Aurelio, Vederson bildikleri halde neden konusmuyolar acaba,Alex 10 yıl kalsada turkçeyi bulbul gibi konussa bile mikrofon onunde iki kelime etmez..Etmesinde zaten..

Rüzgar dedi ki...

garb kafasıyla araba yaptık, şark kafasıyla benzin koymayı unuttuk.

Selim Ugur dedi ki...

Oncelikle tercumandan Rijkaard memnun sanirim.

Herkes tamamen simultane tercume yapacak birisini bekliyor ama is sadece burda bitmiyor. Muhim olan bu kisinin takimdaki gorevini iyi benimsemesi, takimin bir parcasi oldugunu bilmesi ve takimin da onu bu sekilde kabul etmesi.. Kondusyoner, fizyoterapist, masor ve hatta malzemecinin bile takim icinde onemi buyuk, istedigi kadar mesleginde iyi birisi olsun eger takimin bir parcasi olmazsa ve takim onu dislarsa bu is olmaz. Tercumanda bu konuda bir problem yok, esas dili olan Ispanyolca'nin yani sira Ingilizce'de futbol terimlerinde hata yapmasin, Rijkaard'in soylediklerini yanlis yapmadan aktarsin yeter.. Basina soyledikleri benim hic umrumda degil, hatta bile bile yanlis haber yazdirsin hic onemli degil, yazilan 10 haberin sekizin uydurma oldugu bir donemdeyiz cunku..

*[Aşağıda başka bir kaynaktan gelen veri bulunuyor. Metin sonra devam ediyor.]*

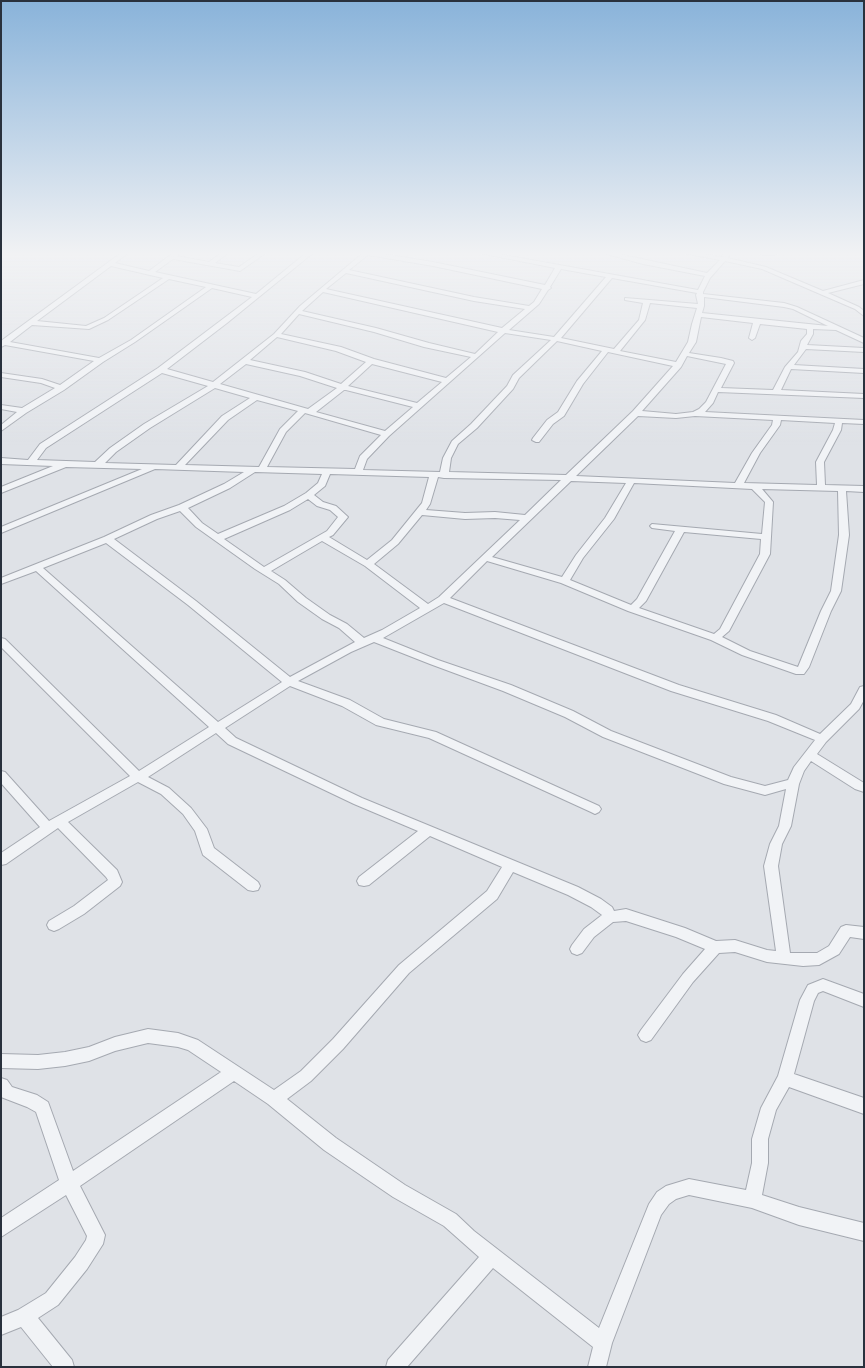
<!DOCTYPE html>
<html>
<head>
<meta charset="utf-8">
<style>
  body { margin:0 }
  #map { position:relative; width:865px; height:1368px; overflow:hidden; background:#dfe2e7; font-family:Ubuntu,sans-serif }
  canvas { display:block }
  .frame { position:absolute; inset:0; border:2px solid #29313d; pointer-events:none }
</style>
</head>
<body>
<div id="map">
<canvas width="865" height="1368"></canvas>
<div class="frame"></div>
</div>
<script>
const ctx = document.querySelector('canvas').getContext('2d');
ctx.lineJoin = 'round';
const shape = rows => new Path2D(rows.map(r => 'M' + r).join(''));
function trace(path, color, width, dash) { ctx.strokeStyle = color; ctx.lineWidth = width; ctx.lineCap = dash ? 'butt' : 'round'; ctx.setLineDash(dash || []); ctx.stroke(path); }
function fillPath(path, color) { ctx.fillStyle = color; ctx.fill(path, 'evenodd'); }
const minor = shape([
  [121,253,128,253,115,263,149,271,173,253,180,253,177,256,209,262,221,253,228,253,215,263,239,267,259,253,266,253,240,271,173,259,155,272,256,294,306,253,313,253,227,323,167,369,213,382,274,334,300,306,363,253,378,253,433,262,545,285,555,268,479,253,493,253,698,290,705,276,643,264,603,253,614,253,707,273,720,260,683,253,698,253,722,257,724,253,730,253,728,258,766,267,823,291,864,280,864,284,828,293,859,307,864,311,864,316,855,309,762,269,725,261,710,278,703,292,703,294,784,303,797,307,864,338,864,343,836,330,813,329,813,334,807,345,864,348,864,352,806,349,794,365,864,369,864,373,791,369,781,390,864,394,864,398,718,392,713,403,705,412,864,420,864,424,842,423,841,430,824,462,825,485,864,486,864,492,846,491,849,535,841,591,831,611,809,667,804,674,796,674,742,655,711,640,628,611,561,583,487,561,450,598,679,685,776,715,820,734,851,704,860,687,864,686,864,700,859,709,826,742,817,754,864,783,864,792,855,789,811,761,804,771,799,784,791,826,782,844,778,866,790,953,817,953,829,946,841,927,846,925,864,927,864,939,850,937,839,954,819,965,803,966,767,962,735,952,719,953,693,982,651,1040,646,1042,641,1040,638,1035,641,1030,683,974,705,949,676,937,626,921,613,922,594,937,582,953,577,955,572,953,570,949,572,945,584,929,602,915,591,907,568,895,513,872,497,899,409,973,343,1049,311,1081,287,1099,336,1138,405,1185,456,1214,474,1231,599,1328,649,1204,657,1192,666,1186,689,1179,746,1190,752,1163,752,1139,761,1108,778,1076,800,1000,808,985,823,979,864,994,864,1007,823,991,818,993,814,1001,794,1074,864,1098,864,1114,789,1087,776,1110,768,1139,768,1163,762,1195,799,1207,864,1223,864,1241,799,1225,752,1208,689,1195,676,1199,669,1204,661,1215,612,1343,606,1367,588,1367,593,1347,493,1268,407,1367,386,1367,388,1360,479,1257,444,1226,393,1197,324,1150,268,1104,234,1081,80,1186,105,1235,103,1244,87,1269,58,1305,38,1318,72,1360,74,1367,53,1367,21,1327,1,1335,1,1317,18,1310,46,1293,75,1257,86,1240,87,1236,66,1195,1,1237,1,1218,59,1180,36,1112,27,1107,1,1097,1,1078,7,1080,12,1087,37,1095,48,1102,73,1171,221,1072,188,1050,178,1047,148,1043,115,1051,89,1061,65,1066,38,1069,1,1068,1,1054,38,1055,65,1052,89,1047,115,1037,148,1029,178,1033,198,1040,274,1090,301,1071,333,1039,399,965,487,891,502,867,430,836,369,885,364,886,359,885,357,881,359,877,418,831,354,804,228,744,216,733,148,777,169,788,191,808,207,829,214,848,258,882,260,886,258,890,253,891,248,890,203,855,195,831,183,814,161,794,138,782,68,822,117,870,122,882,120,886,84,914,59,929,54,931,49,929,47,925,49,921,74,906,108,880,106,877,58,828,6,864,1,865,1,853,40,827,1,783,1,771,5,772,49,821,130,776,1,647,1,638,5,639,139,771,209,727,36,571,1,584,1,578,104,537,151,515,179,505,224,484,244,472,155,469,1,533,1,527,142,469,66,467,1,493,1,487,53,466,1,464,1,458,28,460,40,444,158,368,252,297,212,288,135,342,103,362,64,390,26,413,1,431,1,425,17,412,1,409,1,405,22,408,55,388,41,383,1,377,1,373,42,379,60,385,94,361,5,345,1,347,1,341,121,253],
  [368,255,433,266,542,289,534,302,529,306,474,297,349,270,368,255],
  [111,266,163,278,104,318,86,326,37,321,111,266],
  [561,269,606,277,554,337,509,330,539,304,548,290,551,288,550,287,561,269],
  [346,273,474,301,525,309,502,328,326,289,346,273],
  [612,278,697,293,696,295,698,304,625,298,625,300,643,303,639,320,614,349,561,338,612,278],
  [169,279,206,287,131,340,99,358,10,342,32,325,89,329,108,320,169,279],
  [323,292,498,332,475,354,429,343,376,328,302,311,323,292],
  [704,297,784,307,793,309,828,326,702,313,704,306,704,297],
  [650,303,697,308,692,324,688,342,676,362,620,351,645,320,650,303],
  [299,314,374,332,424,347,471,357,446,378,374,359,341,347,281,334,299,314],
  [701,317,753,323,749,338,752,340,755,338,760,324,807,329,807,334,801,341,798,352,785,367,773,390,721,388,734,363,733,361,721,358,689,353,696,342,701,317],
  [505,333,551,340,513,375,507,386,471,424,452,441,443,458,440,472,363,470,367,459,389,436,505,333],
  [277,337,336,351,366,362,341,384,305,372,250,360,277,337],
  [557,341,602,351,577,381,558,412,547,420,533,438,532,440,536,442,539,442,553,424,564,416,583,384,608,352,673,366,633,411,566,475,449,472,451,458,458,444,477,428,513,389,519,378,557,341],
  [687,356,726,364,706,402,699,409,693,412,676,414,642,411,681,367,687,356],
  [246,364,300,376,337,388,308,409,220,384,246,364],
  [372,364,442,382,417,403,348,386,372,364],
  [162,373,208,386,144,424,110,448,95,462,37,460,46,448,162,373],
  [215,388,250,398,222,416,176,465,105,463,116,452,150,428,215,388],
  [344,390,346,390,413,407,385,431,316,412,344,390],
  [257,400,298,411,280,429,259,467,185,465,228,420,257,400],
  [305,413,381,435,360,456,355,469,267,467,286,432,305,413],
  [638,416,676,418,695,416,773,420,772,425,752,453,735,483,576,476,638,416],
  [781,420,835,423,833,430,816,462,817,485,744,483,760,453,780,425,781,420],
  [255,472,322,474,318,483,306,493,284,506,218,534,202,523,188,508,230,488,255,472],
  [330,474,429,477,422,503,392,540,367,560,329,537,333,535,348,517,336,506,323,502,314,495,325,486,330,474],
  [438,477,444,478,561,480,525,515,495,512,465,513,426,510,430,504,438,477],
  [571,481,626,483,605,518,576,555,562,577,492,557,571,481],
  [634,483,752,489,765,502,762,534,652,524,650,526,652,528,675,531,637,599,631,605,570,580,583,558,614,519,634,483],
  [762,489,838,491,839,535,831,591,821,611,798,667,750,651,722,637,729,631,770,554,773,502,762,489],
  [308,499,317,506,330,510,338,517,327,531,264,567,224,539,290,510,308,499],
  [180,511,196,527,255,569,279,584,298,602,322,619,339,628,355,642,290,677,196,601,114,539,157,519,180,511],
  [422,515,465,519,495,518,520,520,439,597,428,604,374,564,398,544,422,515],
  [684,532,761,539,760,554,720,629,714,634,639,608,646,601,684,532],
  [322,541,365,566,420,608,382,630,364,638,347,624,330,615,306,598,285,580,271,571,322,541],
  [106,543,188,605,282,682,218,722,43,568,106,543],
  [444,603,671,691,768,721,815,740,794,767,788,780,765,786,731,777,611,731,573,711,511,685,438,660,383,638,444,603],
  [374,642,430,664,503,691,565,717,603,737,724,784,765,795,786,789,779,826,770,844,764,866,776,951,767,950,735,940,716,941,685,928,626,909,614,911,612,907,601,899,578,887,362,798,236,738,225,728,290,686,342,706,376,725,429,738,591,812,595,814,599,812,601,809,599,806,436,732,384,719,350,700,298,681,351,652,374,642],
  [759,253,778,253,775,255,762,255,759,253]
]);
trace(minor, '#a5a9b1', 2);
fillPath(minor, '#f1f3f6');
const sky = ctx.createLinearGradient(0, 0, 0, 445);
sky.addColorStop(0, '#89b3da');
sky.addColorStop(0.57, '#f1f2f4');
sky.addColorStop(1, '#f1f2f400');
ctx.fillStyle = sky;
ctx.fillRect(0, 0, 865, 445);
</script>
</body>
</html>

Tercumandan once esas Cenk Ergun'e bir bakin derim. Bu kisinin ne yaptigini bilen var midir acaba?

venezia dedi ki...

ha ha.. görmemiştim daha önce ilk burda denk geldim, ama ''tobol vacation'' süpermiş :)

bence adama pek yüklenmemek lazım, belki de adam bu tür seyahatlere paso tatil gözüyle bakıyordur :P gezicez takılacaz sonra zaman kalırsa maça çıkacaz sonra ordan hoop almaty'e geçicez,içicez de içicez :))
kimbilir..

Burak Eken dedi ki...

Geçen yıl Skibbe geldiğinde de ilk bir kaç ay, İngilizce bilen bir tercüman kullanılmıştı. Lincoln'e iki yıl içinde dünya kadar para verilmesine rağmen, tercüman için paraya kıyılmayıp; Almanca bilen tercümala idare edilmişti!

Futbolculara, teknik direktörlere milyonlarca eurolar veriyorlar. Tercümanlar çok mu pahalı ki, yönetimler bu işe "masraf" gözüyle bakıyor? Anlaşılan, yönetimlerimlerin kriz tedibiri, tercümanlardan başlıyor!